__EXERCISE DIRECTIONS__: Take the entries that follow and return exactly the lines from the one holding "M 1132,761 L" through the one holding "M 509,708 C", both included. Nothing else is needed.
*** Block opens ***
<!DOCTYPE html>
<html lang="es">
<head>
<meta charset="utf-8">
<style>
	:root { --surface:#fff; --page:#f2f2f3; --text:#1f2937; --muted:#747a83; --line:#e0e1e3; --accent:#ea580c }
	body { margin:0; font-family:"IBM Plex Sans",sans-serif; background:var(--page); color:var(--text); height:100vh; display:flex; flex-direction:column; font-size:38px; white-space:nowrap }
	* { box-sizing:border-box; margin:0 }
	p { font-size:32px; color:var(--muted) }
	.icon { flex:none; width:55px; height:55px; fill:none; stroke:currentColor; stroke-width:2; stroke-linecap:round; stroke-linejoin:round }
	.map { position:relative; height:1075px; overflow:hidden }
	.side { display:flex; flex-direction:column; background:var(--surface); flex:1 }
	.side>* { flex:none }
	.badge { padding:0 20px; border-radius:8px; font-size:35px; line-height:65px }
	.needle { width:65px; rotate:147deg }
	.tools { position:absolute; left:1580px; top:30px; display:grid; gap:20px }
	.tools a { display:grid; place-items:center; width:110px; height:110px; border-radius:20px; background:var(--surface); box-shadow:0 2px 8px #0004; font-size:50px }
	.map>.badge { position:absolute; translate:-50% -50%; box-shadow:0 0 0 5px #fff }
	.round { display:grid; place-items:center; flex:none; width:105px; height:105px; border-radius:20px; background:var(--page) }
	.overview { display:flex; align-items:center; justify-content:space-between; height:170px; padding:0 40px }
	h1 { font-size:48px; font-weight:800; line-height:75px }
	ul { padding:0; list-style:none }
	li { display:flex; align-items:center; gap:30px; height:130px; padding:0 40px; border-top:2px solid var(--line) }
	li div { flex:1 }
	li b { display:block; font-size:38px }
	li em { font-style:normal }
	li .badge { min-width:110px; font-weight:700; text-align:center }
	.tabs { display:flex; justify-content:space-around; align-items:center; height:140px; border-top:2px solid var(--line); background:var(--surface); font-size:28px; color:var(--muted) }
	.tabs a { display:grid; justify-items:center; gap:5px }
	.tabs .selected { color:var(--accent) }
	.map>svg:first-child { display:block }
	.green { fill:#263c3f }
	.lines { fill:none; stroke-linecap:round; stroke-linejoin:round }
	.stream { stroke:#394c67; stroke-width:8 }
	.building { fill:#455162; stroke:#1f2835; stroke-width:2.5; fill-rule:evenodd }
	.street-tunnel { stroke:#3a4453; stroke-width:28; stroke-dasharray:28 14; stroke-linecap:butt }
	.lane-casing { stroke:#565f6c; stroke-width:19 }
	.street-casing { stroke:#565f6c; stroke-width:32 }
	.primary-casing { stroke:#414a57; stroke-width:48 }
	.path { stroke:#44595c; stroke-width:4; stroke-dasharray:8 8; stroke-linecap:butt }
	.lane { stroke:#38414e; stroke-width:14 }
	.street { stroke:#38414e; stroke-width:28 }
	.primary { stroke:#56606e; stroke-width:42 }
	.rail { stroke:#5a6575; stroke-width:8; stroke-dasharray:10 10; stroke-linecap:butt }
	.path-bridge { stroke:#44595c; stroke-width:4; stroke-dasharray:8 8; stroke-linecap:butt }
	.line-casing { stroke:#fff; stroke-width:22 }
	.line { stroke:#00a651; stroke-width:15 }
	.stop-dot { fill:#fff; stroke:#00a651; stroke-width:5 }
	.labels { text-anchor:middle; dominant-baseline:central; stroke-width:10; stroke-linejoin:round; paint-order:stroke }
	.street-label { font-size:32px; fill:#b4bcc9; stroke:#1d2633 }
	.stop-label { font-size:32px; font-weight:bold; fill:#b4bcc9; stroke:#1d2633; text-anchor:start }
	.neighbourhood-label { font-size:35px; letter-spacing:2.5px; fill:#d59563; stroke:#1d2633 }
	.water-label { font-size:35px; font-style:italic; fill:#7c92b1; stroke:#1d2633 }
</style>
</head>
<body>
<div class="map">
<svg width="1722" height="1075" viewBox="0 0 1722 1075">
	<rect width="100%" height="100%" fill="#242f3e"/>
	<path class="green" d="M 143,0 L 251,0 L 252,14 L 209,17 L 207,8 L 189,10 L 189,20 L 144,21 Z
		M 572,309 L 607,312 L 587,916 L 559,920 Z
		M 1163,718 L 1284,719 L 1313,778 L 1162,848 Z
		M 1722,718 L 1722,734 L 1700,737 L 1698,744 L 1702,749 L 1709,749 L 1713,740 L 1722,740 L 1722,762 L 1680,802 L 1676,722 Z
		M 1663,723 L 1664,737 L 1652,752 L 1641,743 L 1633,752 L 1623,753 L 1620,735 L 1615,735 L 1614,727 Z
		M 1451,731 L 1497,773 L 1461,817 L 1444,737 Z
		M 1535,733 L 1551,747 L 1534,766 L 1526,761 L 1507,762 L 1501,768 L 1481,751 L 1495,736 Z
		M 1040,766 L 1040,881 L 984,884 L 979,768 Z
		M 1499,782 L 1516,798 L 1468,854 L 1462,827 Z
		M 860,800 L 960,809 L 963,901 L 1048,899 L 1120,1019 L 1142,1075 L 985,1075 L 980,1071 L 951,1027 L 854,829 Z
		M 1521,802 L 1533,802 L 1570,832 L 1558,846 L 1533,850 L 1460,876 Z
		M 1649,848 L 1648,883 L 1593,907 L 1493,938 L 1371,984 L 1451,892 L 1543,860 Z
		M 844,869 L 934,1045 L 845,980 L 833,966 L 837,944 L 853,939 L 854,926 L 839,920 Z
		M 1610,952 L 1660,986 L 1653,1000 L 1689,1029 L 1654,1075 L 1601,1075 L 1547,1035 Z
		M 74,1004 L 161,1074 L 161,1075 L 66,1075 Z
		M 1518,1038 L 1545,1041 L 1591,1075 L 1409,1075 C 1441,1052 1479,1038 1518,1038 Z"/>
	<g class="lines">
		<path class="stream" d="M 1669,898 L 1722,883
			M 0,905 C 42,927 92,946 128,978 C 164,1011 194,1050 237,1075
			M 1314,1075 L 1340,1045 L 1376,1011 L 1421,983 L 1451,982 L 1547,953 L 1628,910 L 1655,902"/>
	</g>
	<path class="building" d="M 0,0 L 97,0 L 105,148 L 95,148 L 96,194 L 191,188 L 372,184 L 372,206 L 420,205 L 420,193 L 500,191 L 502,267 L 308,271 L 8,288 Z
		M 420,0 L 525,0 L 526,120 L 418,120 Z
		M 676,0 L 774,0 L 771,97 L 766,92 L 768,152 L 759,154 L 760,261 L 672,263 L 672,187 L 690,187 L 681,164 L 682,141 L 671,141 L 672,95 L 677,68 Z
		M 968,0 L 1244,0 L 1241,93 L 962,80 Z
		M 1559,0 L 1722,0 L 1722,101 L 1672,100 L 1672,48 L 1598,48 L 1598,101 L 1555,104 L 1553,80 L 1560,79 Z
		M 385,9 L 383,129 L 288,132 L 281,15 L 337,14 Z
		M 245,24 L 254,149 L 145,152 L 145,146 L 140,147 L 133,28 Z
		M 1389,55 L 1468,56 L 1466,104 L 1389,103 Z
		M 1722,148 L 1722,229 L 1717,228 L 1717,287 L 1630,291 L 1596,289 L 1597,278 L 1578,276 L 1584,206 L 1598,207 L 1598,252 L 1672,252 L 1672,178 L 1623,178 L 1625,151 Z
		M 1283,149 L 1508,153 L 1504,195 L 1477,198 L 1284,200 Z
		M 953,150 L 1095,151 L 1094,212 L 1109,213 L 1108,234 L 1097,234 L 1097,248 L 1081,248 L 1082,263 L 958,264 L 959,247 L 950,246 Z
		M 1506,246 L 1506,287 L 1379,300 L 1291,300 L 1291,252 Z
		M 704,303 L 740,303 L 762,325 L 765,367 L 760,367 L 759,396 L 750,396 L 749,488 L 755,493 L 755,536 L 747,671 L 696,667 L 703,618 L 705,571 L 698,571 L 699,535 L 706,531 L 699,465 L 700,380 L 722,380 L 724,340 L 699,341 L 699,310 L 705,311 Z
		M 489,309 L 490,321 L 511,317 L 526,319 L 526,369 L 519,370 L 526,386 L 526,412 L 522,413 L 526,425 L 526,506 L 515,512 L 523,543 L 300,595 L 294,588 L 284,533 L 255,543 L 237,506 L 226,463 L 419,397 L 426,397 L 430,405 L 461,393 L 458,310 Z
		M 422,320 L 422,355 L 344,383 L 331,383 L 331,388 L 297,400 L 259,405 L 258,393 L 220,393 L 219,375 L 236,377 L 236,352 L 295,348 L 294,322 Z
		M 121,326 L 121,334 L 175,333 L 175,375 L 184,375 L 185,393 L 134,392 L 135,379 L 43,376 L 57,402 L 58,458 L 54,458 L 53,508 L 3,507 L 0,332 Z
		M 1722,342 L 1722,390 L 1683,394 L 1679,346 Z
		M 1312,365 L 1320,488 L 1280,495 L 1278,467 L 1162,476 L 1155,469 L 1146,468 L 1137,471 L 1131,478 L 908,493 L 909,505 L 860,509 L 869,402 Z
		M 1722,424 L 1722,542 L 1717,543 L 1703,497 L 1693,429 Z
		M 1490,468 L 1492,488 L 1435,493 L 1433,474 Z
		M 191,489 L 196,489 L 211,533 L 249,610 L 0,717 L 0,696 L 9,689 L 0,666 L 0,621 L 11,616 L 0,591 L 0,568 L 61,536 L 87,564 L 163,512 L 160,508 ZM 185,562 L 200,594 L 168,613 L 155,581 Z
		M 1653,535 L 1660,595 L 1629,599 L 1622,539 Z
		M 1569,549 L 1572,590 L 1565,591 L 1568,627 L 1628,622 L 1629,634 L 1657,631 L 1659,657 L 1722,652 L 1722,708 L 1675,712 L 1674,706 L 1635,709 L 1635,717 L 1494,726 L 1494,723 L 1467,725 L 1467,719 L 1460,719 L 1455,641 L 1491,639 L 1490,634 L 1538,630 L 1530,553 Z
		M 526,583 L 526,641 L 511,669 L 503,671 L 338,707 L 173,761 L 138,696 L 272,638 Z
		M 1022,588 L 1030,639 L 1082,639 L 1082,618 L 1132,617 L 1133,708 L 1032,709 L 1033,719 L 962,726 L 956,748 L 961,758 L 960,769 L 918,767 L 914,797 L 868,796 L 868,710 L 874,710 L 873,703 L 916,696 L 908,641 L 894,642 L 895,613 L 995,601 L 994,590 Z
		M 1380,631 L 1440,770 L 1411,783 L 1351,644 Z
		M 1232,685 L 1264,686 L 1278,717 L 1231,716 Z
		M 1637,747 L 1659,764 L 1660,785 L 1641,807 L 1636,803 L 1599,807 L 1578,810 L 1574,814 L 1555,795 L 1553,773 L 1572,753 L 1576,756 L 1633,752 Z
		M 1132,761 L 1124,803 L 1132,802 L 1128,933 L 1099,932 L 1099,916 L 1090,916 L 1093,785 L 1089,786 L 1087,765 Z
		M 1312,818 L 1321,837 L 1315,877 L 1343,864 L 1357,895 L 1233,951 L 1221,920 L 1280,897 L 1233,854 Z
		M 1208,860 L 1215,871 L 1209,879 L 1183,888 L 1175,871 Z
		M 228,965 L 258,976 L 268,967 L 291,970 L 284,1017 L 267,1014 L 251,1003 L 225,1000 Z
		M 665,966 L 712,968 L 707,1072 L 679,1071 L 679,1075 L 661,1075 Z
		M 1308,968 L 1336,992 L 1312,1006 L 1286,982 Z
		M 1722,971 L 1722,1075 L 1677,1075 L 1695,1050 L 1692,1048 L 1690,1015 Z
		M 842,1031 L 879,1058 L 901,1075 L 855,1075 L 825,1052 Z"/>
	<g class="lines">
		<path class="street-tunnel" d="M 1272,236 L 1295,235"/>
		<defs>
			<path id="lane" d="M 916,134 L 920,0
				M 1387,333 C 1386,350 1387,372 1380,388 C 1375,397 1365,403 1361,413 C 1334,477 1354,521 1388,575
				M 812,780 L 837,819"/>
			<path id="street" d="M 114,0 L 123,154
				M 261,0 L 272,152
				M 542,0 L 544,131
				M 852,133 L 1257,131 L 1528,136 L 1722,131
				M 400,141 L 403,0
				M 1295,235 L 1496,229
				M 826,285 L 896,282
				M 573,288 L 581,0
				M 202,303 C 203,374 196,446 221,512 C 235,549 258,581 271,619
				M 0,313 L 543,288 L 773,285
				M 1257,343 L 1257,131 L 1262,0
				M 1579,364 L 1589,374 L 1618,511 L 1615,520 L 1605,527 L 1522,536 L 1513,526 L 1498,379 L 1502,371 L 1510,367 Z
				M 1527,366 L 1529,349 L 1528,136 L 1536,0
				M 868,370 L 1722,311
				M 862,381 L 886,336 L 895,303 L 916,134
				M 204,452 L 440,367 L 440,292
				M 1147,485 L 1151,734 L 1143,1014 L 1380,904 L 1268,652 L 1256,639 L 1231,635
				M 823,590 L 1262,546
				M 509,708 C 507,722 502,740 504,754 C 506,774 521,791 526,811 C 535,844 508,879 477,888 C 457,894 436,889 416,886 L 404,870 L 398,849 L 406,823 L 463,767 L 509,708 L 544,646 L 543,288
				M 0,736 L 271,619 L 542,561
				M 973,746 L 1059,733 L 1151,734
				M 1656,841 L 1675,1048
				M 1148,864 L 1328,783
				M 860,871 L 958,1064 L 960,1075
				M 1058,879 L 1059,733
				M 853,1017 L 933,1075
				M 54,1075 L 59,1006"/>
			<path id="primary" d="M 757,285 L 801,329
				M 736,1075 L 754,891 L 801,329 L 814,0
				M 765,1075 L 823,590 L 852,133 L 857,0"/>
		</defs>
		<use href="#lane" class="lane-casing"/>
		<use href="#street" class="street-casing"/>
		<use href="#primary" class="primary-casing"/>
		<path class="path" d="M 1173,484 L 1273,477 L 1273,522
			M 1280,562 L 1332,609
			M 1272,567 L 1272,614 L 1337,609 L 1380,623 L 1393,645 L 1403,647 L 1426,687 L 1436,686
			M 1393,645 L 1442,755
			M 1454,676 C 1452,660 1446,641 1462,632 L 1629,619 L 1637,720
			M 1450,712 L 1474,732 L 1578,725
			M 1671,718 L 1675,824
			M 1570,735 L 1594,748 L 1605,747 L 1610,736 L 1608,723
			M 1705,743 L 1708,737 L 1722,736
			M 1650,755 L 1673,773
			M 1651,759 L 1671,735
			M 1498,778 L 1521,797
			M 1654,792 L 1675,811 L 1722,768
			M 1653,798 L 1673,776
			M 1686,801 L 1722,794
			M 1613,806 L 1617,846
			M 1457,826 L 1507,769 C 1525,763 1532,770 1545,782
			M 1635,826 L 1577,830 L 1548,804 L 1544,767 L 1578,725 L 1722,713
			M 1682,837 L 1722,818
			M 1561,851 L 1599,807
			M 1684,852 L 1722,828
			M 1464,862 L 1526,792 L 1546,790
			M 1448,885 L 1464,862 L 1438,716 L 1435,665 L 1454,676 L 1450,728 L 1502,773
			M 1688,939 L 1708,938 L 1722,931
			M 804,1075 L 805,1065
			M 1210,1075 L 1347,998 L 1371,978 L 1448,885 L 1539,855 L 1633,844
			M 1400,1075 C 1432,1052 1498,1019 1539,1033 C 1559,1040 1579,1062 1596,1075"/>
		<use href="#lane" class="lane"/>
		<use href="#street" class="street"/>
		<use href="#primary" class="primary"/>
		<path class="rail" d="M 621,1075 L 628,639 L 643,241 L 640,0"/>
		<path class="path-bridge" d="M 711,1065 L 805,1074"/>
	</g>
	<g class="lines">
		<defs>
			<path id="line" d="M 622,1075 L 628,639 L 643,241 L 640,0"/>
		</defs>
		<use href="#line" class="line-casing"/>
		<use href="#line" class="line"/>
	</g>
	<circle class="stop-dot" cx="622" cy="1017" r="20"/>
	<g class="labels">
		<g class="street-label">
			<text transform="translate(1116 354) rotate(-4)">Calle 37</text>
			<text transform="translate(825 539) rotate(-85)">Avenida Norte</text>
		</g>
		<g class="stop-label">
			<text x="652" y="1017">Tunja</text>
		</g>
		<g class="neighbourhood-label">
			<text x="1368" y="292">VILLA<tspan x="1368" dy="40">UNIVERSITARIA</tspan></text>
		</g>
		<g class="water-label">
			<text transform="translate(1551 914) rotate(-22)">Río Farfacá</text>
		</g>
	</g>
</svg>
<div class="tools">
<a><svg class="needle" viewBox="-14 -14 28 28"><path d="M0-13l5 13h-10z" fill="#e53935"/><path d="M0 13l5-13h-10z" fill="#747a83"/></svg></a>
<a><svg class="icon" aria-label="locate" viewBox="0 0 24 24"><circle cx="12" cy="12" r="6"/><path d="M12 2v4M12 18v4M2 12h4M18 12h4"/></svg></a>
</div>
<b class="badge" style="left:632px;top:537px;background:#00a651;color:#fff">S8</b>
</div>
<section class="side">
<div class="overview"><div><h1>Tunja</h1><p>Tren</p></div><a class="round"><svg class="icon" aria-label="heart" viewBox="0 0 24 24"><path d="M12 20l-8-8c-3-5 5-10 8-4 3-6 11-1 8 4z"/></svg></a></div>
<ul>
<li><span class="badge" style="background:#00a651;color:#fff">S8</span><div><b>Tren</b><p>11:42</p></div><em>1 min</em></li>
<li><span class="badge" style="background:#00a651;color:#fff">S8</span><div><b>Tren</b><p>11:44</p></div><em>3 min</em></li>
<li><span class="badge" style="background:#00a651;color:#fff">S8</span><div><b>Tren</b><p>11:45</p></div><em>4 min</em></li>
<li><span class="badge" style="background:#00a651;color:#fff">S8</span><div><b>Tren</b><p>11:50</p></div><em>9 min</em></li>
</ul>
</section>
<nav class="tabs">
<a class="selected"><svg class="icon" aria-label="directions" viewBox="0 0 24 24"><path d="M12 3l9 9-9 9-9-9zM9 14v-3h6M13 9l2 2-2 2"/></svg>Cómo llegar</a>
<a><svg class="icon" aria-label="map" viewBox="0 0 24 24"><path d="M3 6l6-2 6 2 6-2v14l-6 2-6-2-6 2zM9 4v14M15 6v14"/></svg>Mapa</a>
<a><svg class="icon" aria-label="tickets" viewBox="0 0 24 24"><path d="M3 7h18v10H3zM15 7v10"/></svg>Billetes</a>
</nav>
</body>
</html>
*** Block closes ***
__WORKED SOLUTION__:
		M 1132,761 L 1124,803 L 1132,802 L 1128,933 L 1099,932 L 1099,916 L 1090,916 L 1093,785 L 1089,786 L 1087,765 Z
		M 1312,818 L 1321,837 L 1315,877 L 1343,864 L 1357,895 L 1233,951 L 1221,920 L 1280,897 L 1233,854 Z
		M 1208,860 L 1215,871 L 1209,879 L 1183,888 L 1175,871 Z
		M 228,965 L 258,976 L 268,967 L 291,970 L 284,1017 L 267,1014 L 251,1003 L 225,1000 Z
		M 665,966 L 712,968 L 707,1072 L 679,1071 L 679,1075 L 661,1075 Z
		M 1308,968 L 1336,992 L 1312,1006 L 1286,982 Z
		M 1722,971 L 1722,1075 L 1677,1075 L 1695,1050 L 1692,1048 L 1690,1015 Z
		M 842,1031 L 879,1058 L 901,1075 L 855,1075 L 825,1052 Z"/>
	<g class="lines">
		<path class="street-tunnel" d="M 1272,236 L 1295,235"/>
		<defs>
			<path id="lane" d="M 916,134 L 920,0
				M 1387,333 C 1386,350 1387,372 1380,388 C 1375,397 1365,403 1361,413 C 1334,477 1354,521 1388,575
				M 812,780 L 837,819"/>
			<path id="street" d="M 114,0 L 123,154
				M 261,0 L 272,152
				M 542,0 L 544,131
				M 852,133 L 1257,131 L 1528,136 L 1722,131
				M 400,141 L 403,0
				M 1295,235 L 1496,229
				M 826,285 L 896,282
				M 573,288 L 581,0
				M 202,303 C 203,374 196,446 221,512 C 235,549 258,581 271,619
				M 0,313 L 543,288 L 773,285
				M 1257,343 L 1257,131 L 1262,0
				M 1579,364 L 1589,374 L 1618,511 L 1615,520 L 1605,527 L 1522,536 L 1513,526 L 1498,379 L 1502,371 L 1510,367 Z
				M 1527,366 L 1529,349 L 1528,136 L 1536,0
				M 868,370 L 1722,311
				M 862,381 L 886,336 L 895,303 L 916,134
				M 204,452 L 440,367 L 440,292
				M 1147,485 L 1151,734 L 1143,1014 L 1380,904 L 1268,652 L 1256,639 L 1231,635
				M 823,590 L 1262,546
				M 509,708 C 507,722 502,740 504,754 C 506,774 521,791 526,811 C 535,844 508,879 477,888 C 457,894 436,889 416,886 L 404,870 L 398,849 L 406,823 L 463,767 L 509,708 L 544,646 L 543,288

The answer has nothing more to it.